I cannot say it is a straight line who intersect the curve in one point because if we draw y = x^2 & make any vertical line, it will intersect the curve and still not the tangent we know. Moreover, tangent line may intersect the curve at other points other than the tangency point.
What is the precise definition for the tangent line?

 

[fresh_42]

Homework Statement:: NA
Relevant Equations:: NA

How do we define tangent line to curve accurately ?
I cannot say it is a straight line who intersect the curve in one point because if we draw y = x^2 & make any vertical line, it will intersect the curve and still not the tangent we know. Moreover, tangent line may intersect the curve at other points other than the tangency point.
What is the precise definition for the tangent line?

Right. The tangent can intersect the curve multiple times. It is a local property, i.e. in a small neighborhood of a certain point. And this isn't a typical intersection point, it is a touching point. Since you posted this question in the pre-calculus section, we only have a geometrical definition.

Say $x_0$ is the point that we want to consider locally. Then we choose another point $x_1$ nearby and draw a straight $\overline{x_0x_1}.$ In case the tangent exists, which is not always the case, then it will be the limit of the straights $\overline{x_0x_1}$ where $x_1$ is chosen ever closer to $x_0.$ They are called secants and intersect the graph twice (or more far away).

 

[MiddleEast]

Thank you for your detailed reply. Surely, using calculus definition will clear any doubt.
Your way is gentle and great, but am looking for definition for the tangent itself without the idea of "approaching xo".

One idea came to mind, what about this "Tangent line is a line that touches the curve and the curve is on one side of the tangent for small neighborhood of tangency point".

 

[fresh_42]

You cannot define a tangent without a limiting process. E.g. $x\longmapsto |x|$ has no tangent at $x=0$ because the limiting process from the left results in a different straight than the limiting process from the right. Therefore you need the secants approaching a unique final straight called tangent. Any straight $y=\alpha \cdot x$ "touches" the graph of $y=|x|$ at $x=0$ without being a tangent.

 

[PeroK]

The tangent line is the straight line that passes through a point on the curve and whose gradient is equal to the derivative of the function at that point.

 

[fresh_42]

The tangent line is the straight line that passes through a point on the curve and whose gradient is equal to the derivative of the function at that point.

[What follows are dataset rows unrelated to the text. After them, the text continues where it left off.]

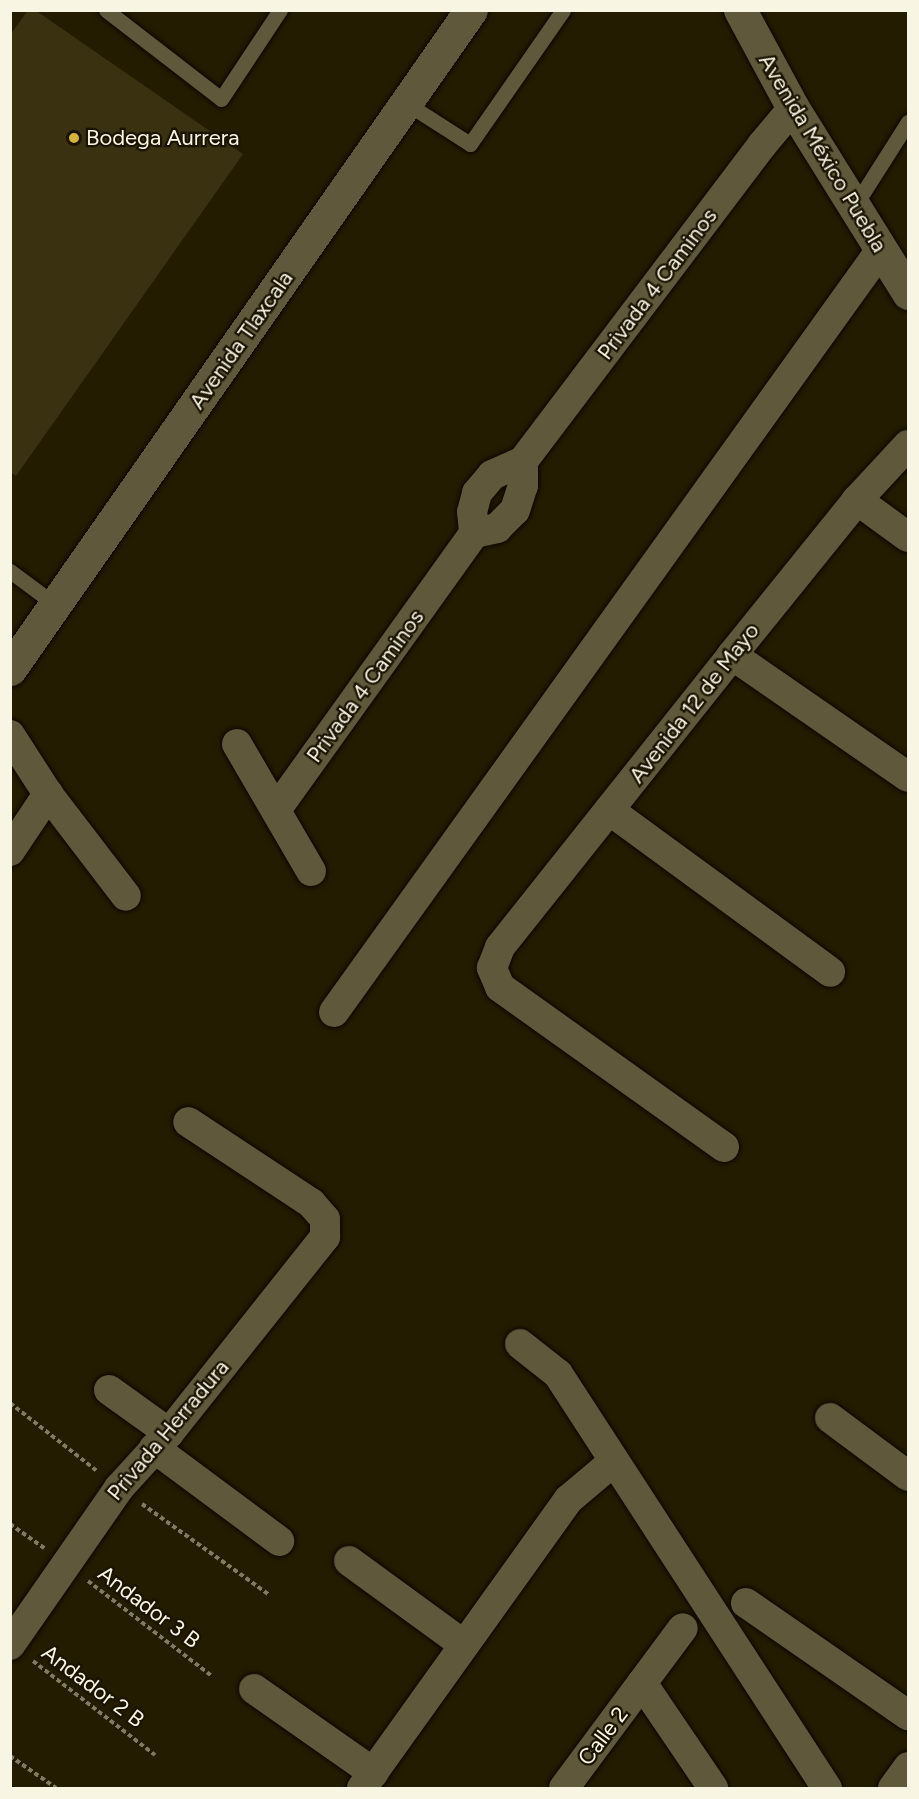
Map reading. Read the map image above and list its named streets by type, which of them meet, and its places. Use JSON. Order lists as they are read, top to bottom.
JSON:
{
  "streets": {
    "street": [
      "Avenida México Puebla",
      "Privada 4 Caminos",
      "Avenida Tlaxcala",
      "Avenida 12 de Mayo",
      "Privada Herradura",
      "Calle 2"
    ],
    "path": ["Andador 3 B", "Andador 2 B"]
  },
  "crossings": [
    ["Avenida México Puebla", "Privada 4 Caminos"],
    ["Privada Herradura", "Andador 3 B"],
    ["Privada Herradura", "Andador 2 B"]
  ],
  "places": ["Bodega Aurrera"]
}
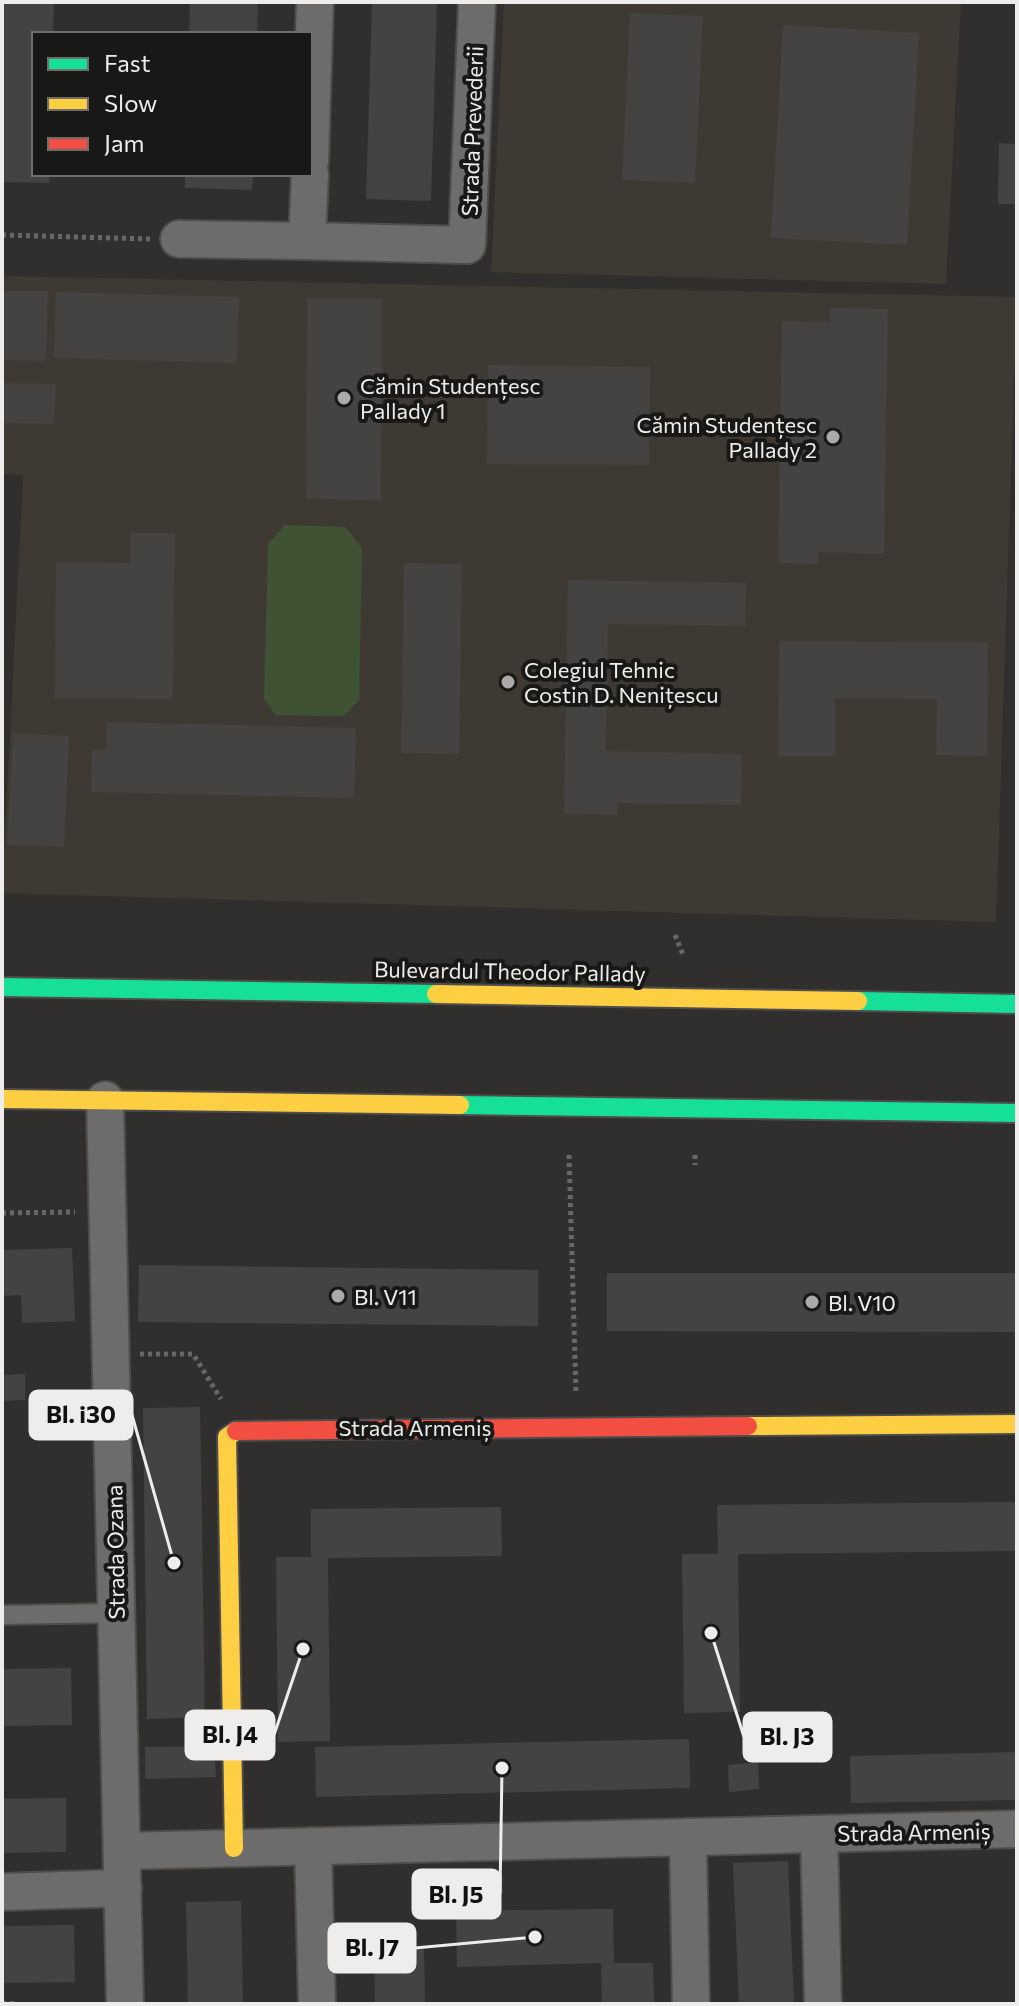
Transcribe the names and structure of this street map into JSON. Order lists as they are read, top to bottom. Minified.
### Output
{"streets":{"main road":["Bulevardul Theodor Pallady","Strada Armeniș"],"street":["Strada Prevederii","Strada Ozana"]},"crossings":[["Strada Armeniș","Strada Ozana"]],"places":["Cămin Studențesc Pallady 1","Cămin Studențesc Pallady 2","Colegiul Tehnic Costin D. Nenițescu","Bl. V11","Bl. V10","Bl. i30","Bl. J3","Bl. J4","Bl. J5","Bl. J7"],"legend":["Fast","Slow","Jam"]}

And how do you phrase this pre-calculus?

 

[DaveE]

The tangent line is the straight line that passes through a point on the curve and whose gradient is equal to the derivative of the function at that point.

Yes, but...

Since you posted this question in the pre-calculus section, we only have a geometrical definition.

Which is difficult because concepts like "a small neighborhood", or even "slope" end up sort of defining limits and then calculus. For an arbitrary curve, I don't think it can be described without limits. It is essentially a local phenomenon.

 

[FactChecker]

One idea came to mind, what about this "Tangent line is a line that touches the curve and the curve is on one side of the tangent for small neighborhood of tangency point".

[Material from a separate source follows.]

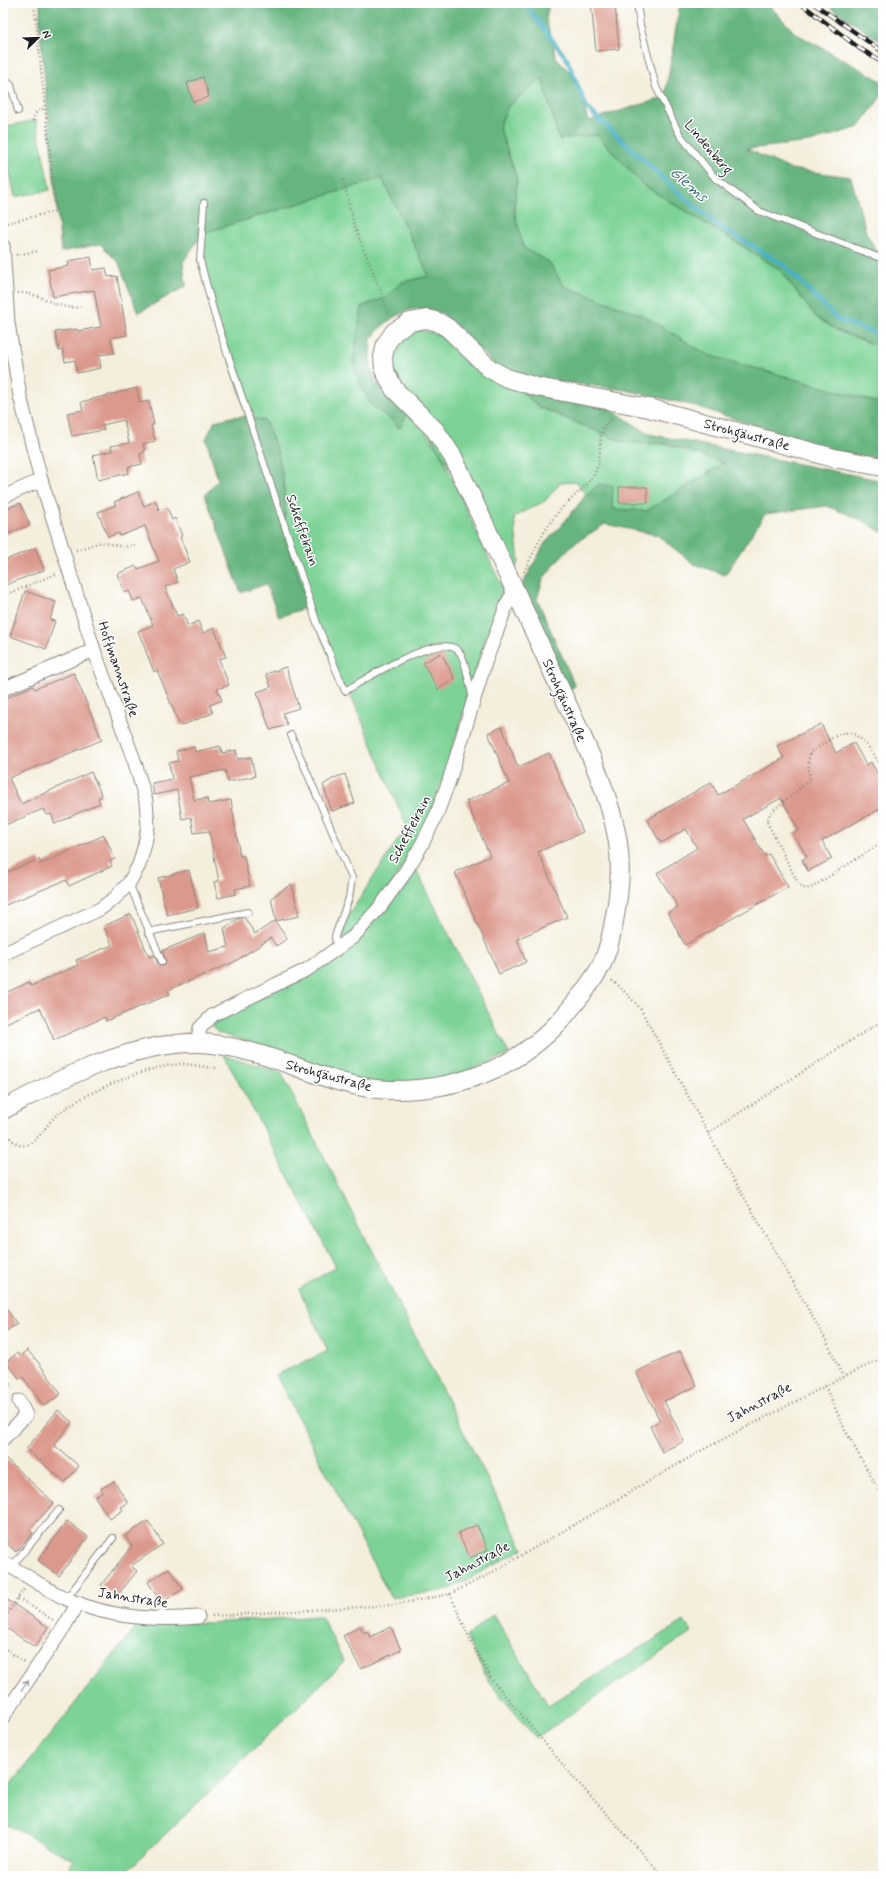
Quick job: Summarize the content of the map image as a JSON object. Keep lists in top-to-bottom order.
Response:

That does not work. Consider the function, $f(x)=x^3$. At the point (x=0,y=0), the X-axis is tangent to the curve, but the curve is on one side for $x \lt 0$ and on the other side for $x \gt 0$. There is no way that I know of to avoid the idea of the limit of secants. This is one of the ideas that led to the idea of calculous.

 

[mathwonk]

middle east, your idea of a tangent line at p as a line that meets the curve at p, and in some disc around p lies entirely on one side, is an excellent one. indeed that is euclid's original definition of a tangent line to a circle (a line that meets but does not "cut" i.e. does not cross the circle. however as fact checker points out, this definition can fail for some curves that are not convex at p, i.e. that have an "inflection point" at p.

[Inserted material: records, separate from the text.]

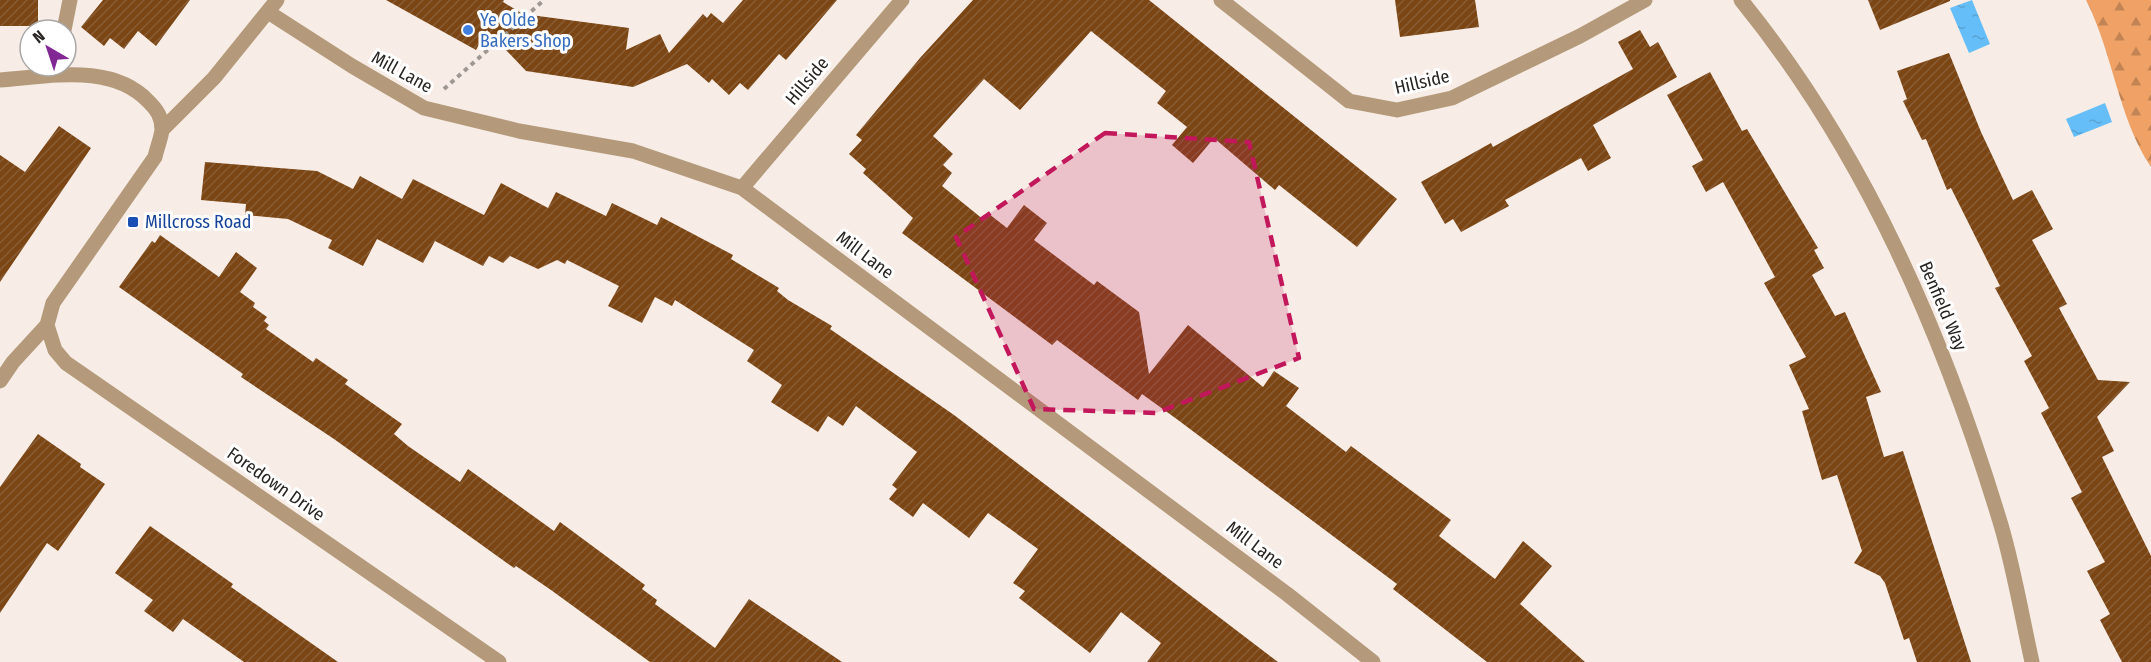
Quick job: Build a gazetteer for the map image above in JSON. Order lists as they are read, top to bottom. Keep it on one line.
{"streets":{"street":["Mill Lane","Hillside","Benfield Way","Foredown Drive"]},"crossings":[["Mill Lane","Hillside"]],"places":{"other":["Ye Olde Bakers Shop"],"transit":["Millcross Road"]},"north":"top left"}
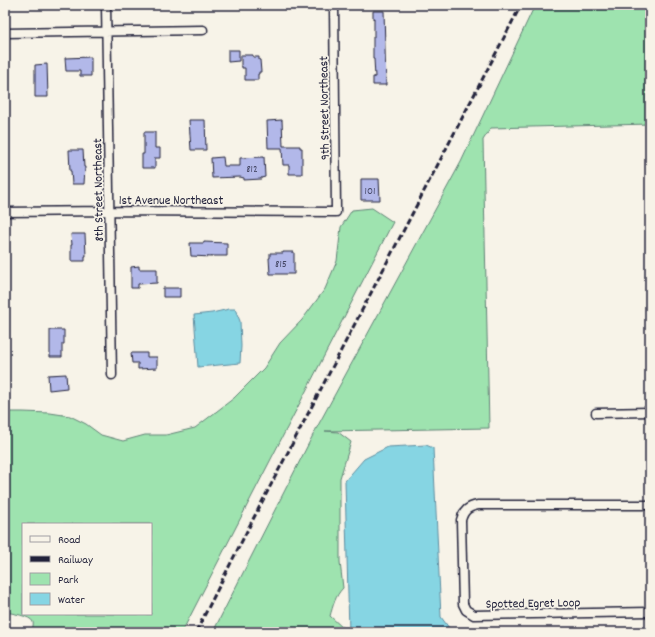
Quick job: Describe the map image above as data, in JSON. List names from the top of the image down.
{
  "streets": {
    "street": [
      "9th Street Northeast",
      "8th Street Northeast",
      "1st Avenue Northeast",
      "Spotted Egret Loop"
    ]
  },
  "crossings": [
    ["9th Street Northeast", "1st Avenue Northeast"],
    ["8th Street Northeast", "1st Avenue Northeast"]
  ],
  "house_numbers": ["812", "101", "815"],
  "legend": [
    "Road",
    "Railway",
    "Park",
    "Water"
  ]
}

one must also be careful if one wants to detect curves which do not have a tangent line. i.e. if a curve is known to have a tangent line at p, then any line that meets the curve at p, and lies entirely on one side of the curve near p, is the tangent line. of course there may not be any such line, as with factchecker's cubic. but there may also be more than one such line, as with the graph of the curve y = |x|. then it seems there is no tangent line. i.e. it seems that if there is a curve through p and lying entirely on one side near p, and if there is only one such line, then it seems the curve does have a tangent line at p, and that unique line is it. so for all convex curves, it seems your idea both determines if a tangent line exists, and when it does, identifies that line.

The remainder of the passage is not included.